◆ Task
From the first line to the last, print the data exactly as it appears.

◆ Available records
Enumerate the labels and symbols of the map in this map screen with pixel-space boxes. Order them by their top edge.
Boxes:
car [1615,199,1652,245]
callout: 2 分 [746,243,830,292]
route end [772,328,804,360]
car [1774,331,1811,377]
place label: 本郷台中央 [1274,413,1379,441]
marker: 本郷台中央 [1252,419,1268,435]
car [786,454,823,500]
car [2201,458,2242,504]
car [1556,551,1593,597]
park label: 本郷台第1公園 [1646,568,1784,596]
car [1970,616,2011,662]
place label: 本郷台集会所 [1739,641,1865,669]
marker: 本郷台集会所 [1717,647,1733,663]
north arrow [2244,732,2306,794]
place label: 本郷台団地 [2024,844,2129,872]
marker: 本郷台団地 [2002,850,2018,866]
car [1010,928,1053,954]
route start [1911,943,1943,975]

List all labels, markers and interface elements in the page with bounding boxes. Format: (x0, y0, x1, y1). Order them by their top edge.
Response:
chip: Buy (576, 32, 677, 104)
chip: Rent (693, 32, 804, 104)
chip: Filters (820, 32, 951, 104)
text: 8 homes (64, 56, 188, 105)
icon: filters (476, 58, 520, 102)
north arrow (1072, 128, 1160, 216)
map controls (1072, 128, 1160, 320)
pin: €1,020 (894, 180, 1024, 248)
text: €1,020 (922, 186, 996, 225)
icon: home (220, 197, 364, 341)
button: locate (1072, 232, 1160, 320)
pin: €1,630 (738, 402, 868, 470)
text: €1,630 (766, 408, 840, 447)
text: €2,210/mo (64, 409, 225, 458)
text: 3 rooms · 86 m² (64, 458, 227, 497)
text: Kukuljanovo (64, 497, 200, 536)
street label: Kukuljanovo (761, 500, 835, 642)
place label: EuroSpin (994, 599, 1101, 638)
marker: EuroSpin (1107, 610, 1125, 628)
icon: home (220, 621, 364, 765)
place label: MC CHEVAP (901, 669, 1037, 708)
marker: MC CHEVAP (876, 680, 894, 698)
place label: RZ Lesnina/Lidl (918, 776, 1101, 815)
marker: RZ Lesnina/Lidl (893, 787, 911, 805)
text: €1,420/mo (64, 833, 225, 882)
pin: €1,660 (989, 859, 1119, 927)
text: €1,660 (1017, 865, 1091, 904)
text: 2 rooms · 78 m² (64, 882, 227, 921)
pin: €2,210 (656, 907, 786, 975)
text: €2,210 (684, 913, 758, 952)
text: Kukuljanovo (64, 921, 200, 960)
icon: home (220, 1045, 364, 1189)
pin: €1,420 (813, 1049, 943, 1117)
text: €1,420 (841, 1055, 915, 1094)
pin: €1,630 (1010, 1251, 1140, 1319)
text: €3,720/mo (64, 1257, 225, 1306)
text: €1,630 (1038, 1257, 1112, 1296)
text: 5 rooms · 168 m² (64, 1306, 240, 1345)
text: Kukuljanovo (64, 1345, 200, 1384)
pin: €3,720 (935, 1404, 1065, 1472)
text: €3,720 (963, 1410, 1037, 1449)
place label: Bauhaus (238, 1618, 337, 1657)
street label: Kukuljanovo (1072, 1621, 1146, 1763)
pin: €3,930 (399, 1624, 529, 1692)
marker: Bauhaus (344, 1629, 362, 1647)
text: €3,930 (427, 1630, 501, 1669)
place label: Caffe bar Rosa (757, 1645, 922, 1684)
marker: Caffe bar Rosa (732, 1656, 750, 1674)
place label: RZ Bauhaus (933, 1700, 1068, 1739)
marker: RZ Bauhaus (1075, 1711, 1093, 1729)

◆ Written answer
Enumerate the labels and symbols of the map in this map screen with pixel-space boxes. Order them by their top edge.
Boxes:
car [1615,199,1652,245]
callout: 2 分 [746,243,830,292]
route end [772,328,804,360]
car [1774,331,1811,377]
place label: 本郷台中央 [1274,413,1379,441]
marker: 本郷台中央 [1252,419,1268,435]
car [786,454,823,500]
car [2201,458,2242,504]
car [1556,551,1593,597]
park label: 本郷台第1公園 [1646,568,1784,596]
car [1970,616,2011,662]
place label: 本郷台集会所 [1739,641,1865,669]
marker: 本郷台集会所 [1717,647,1733,663]
north arrow [2244,732,2306,794]
place label: 本郷台団地 [2024,844,2129,872]
marker: 本郷台団地 [2002,850,2018,866]
car [1010,928,1053,954]
route start [1911,943,1943,975]

List all labels, markers and interface elements in the page with bounding boxes. Format: (x0, y0, x1, y1). Order them by their top edge.
Response:
chip: Buy (576, 32, 677, 104)
chip: Rent (693, 32, 804, 104)
chip: Filters (820, 32, 951, 104)
text: 8 homes (64, 56, 188, 105)
icon: filters (476, 58, 520, 102)
north arrow (1072, 128, 1160, 216)
map controls (1072, 128, 1160, 320)
pin: €1,020 (894, 180, 1024, 248)
text: €1,020 (922, 186, 996, 225)
icon: home (220, 197, 364, 341)
button: locate (1072, 232, 1160, 320)
pin: €1,630 (738, 402, 868, 470)
text: €1,630 (766, 408, 840, 447)
text: €2,210/mo (64, 409, 225, 458)
text: 3 rooms · 86 m² (64, 458, 227, 497)
text: Kukuljanovo (64, 497, 200, 536)
street label: Kukuljanovo (761, 500, 835, 642)
place label: EuroSpin (994, 599, 1101, 638)
marker: EuroSpin (1107, 610, 1125, 628)
icon: home (220, 621, 364, 765)
place label: MC CHEVAP (901, 669, 1037, 708)
marker: MC CHEVAP (876, 680, 894, 698)
place label: RZ Lesnina/Lidl (918, 776, 1101, 815)
marker: RZ Lesnina/Lidl (893, 787, 911, 805)
text: €1,420/mo (64, 833, 225, 882)
pin: €1,660 (989, 859, 1119, 927)
text: €1,660 (1017, 865, 1091, 904)
text: 2 rooms · 78 m² (64, 882, 227, 921)
pin: €2,210 (656, 907, 786, 975)
text: €2,210 (684, 913, 758, 952)
text: Kukuljanovo (64, 921, 200, 960)
icon: home (220, 1045, 364, 1189)
pin: €1,420 (813, 1049, 943, 1117)
text: €1,420 (841, 1055, 915, 1094)
pin: €1,630 (1010, 1251, 1140, 1319)
text: €3,720/mo (64, 1257, 225, 1306)
text: €1,630 (1038, 1257, 1112, 1296)
text: 5 rooms · 168 m² (64, 1306, 240, 1345)
text: Kukuljanovo (64, 1345, 200, 1384)
pin: €3,720 (935, 1404, 1065, 1472)
text: €3,720 (963, 1410, 1037, 1449)
place label: Bauhaus (238, 1618, 337, 1657)
street label: Kukuljanovo (1072, 1621, 1146, 1763)
pin: €3,930 (399, 1624, 529, 1692)
marker: Bauhaus (344, 1629, 362, 1647)
text: €3,930 (427, 1630, 501, 1669)
place label: Caffe bar Rosa (757, 1645, 922, 1684)
marker: Caffe bar Rosa (732, 1656, 750, 1674)
place label: RZ Bauhaus (933, 1700, 1068, 1739)
marker: RZ Bauhaus (1075, 1711, 1093, 1729)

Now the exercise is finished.